This is an archive of the discontinued LLVM Phabricator instance.

[CodeGenPrepare][NFC] Update the dominator tree instead of rebuilding it
Needs ReviewPublic

Authored by chill on Jun 23 2023, 8:54 AM.

Diff Detail

Event Timeline

chill created this revision.Jun 23 2023, 8:54 AM
Herald added a project: Restricted Project. · View Herald TranscriptJun 23 2023, 8:54 AM
Herald added a subscriber: hiraditya. · View Herald Transcript
chill requested review of this revision.Jun 23 2023, 8:54 AM
Herald added a project: Restricted Project. · View Herald TranscriptJun 23 2023, 8:54 AM

Have you tried to measure compile-time impact?

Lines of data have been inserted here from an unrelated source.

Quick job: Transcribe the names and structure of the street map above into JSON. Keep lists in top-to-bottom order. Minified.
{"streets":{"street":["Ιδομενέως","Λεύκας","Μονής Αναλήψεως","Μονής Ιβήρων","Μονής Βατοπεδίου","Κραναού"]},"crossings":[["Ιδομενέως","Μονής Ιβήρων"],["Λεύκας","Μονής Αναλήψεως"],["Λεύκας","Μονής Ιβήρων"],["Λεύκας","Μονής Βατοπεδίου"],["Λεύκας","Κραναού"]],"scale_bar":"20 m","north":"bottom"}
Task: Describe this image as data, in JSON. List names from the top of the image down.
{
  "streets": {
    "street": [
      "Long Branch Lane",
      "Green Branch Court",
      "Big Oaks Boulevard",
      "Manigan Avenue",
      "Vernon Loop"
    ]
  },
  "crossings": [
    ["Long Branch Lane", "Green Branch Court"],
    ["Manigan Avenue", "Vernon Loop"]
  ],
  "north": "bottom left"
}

llvm/lib/CodeGen/CodeGenPrepare.cpp
7042

This might work, but it's going to be expensive; deleting the edge before adding the other edges will force the whole tree to be reconstructed, I think.

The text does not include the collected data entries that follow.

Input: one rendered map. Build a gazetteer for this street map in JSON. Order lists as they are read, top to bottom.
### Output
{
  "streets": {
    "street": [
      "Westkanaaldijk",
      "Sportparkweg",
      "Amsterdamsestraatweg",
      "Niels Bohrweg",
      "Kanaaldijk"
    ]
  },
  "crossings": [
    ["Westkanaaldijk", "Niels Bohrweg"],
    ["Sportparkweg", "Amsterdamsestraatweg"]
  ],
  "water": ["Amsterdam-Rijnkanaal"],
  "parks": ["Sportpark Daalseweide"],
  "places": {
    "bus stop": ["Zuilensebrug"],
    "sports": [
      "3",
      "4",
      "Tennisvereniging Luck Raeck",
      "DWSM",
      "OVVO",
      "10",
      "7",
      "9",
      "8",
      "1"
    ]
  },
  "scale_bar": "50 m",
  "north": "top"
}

Can we use the SplitBlockAndInsertIfThen/SplitBlockAndInsertIfThenElse utilities here?

nikic added a comment.Jun 23 2023, 1:32 PM

As a high level comment: If we always work on DTU, that would allow to only flush the DT updates when the DT is next accessed, rather than in each transform.

llvm/lib/CodeGen/CodeGenPrepare.cpp
618–619

Would it be hard to also preserve the DT though the handful of transforms above? If we did that, we could directly use the DT from the pass manager, and also preserve it afterwards as well.

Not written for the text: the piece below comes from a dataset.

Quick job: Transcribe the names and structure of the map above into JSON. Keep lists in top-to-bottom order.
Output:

chill added a comment.Jun 29 2023, 9:38 AM

Have you tried to measure compile-time impact?

Yeah, I measured with the whole stack as of today and the results aren't ... impressive. Basically, differences within error/noise margin, maybe with a tiny hint of regression.

chill marked an inline comment as done.Jun 29 2023, 9:38 AM
chill updated this revision to Diff 537375.Jul 5 2023, 8:57 AM
chill added a comment.Jul 5 2023, 9:19 AM

Update:

  • now we use a DT from the optimisation pipeline, instead of building a new one in the pass
  • made applying DT updates even lazier - they are accumulated in a lazy DomTreeUpdater and applied when/if the DT is requested by a transform (and also at the end of the pass, when the updated is destructed).
  • some more transforms are made to update the DT
  • one extra rebuild of the DT removed

On CTMark with LTO, measuring only the final link step, wall-clock time and instruction count, I get:

TimeInst
7zip-0.32%-0.18%
bullet0.15%-0.12%
clamav-0.61%-0.14%
consumer-typeset-0.06%-0.07%
kc-0.41%-0.31%
lencod-0.29%-0.05%
mafft0.34%-0.06%
spass-0.08%-0.11%
sqlite0.06%-0.11%
tramp3d-0.14%-0.14%

or -0.14%/-0.13% geomean, respectively.

llvm/lib/CodeGen/CodeGenPrepare.cpp
618–619

Done, mostly.
For eliminateMostlyEmptyBlocks and SplitIndirectBrCriticalEdges it's not entirely apparent how to update the DT/LI, so I just rebuild it
of those transforms made changes.

chill marked an inline comment as done.Jul 5 2023, 9:20 AM
dmgreen added inline comments.Jul 18 2023, 1:03 AM
llvm/lib/CodeGen/CodeGenPrepare.cpp
435

I think DTU->getDomTree() will already do this.

8343

Formatting?

chill updated this revision to Diff 541957.Jul 19 2023, 4:39 AM
chill marked 2 inline comments as done.

This seems to look OK, right? I know there are dragons here with some functions, but it looks like the compile time is better and it seems like a better design to keep the DomTree up to date, if we can do so without destroying compile time.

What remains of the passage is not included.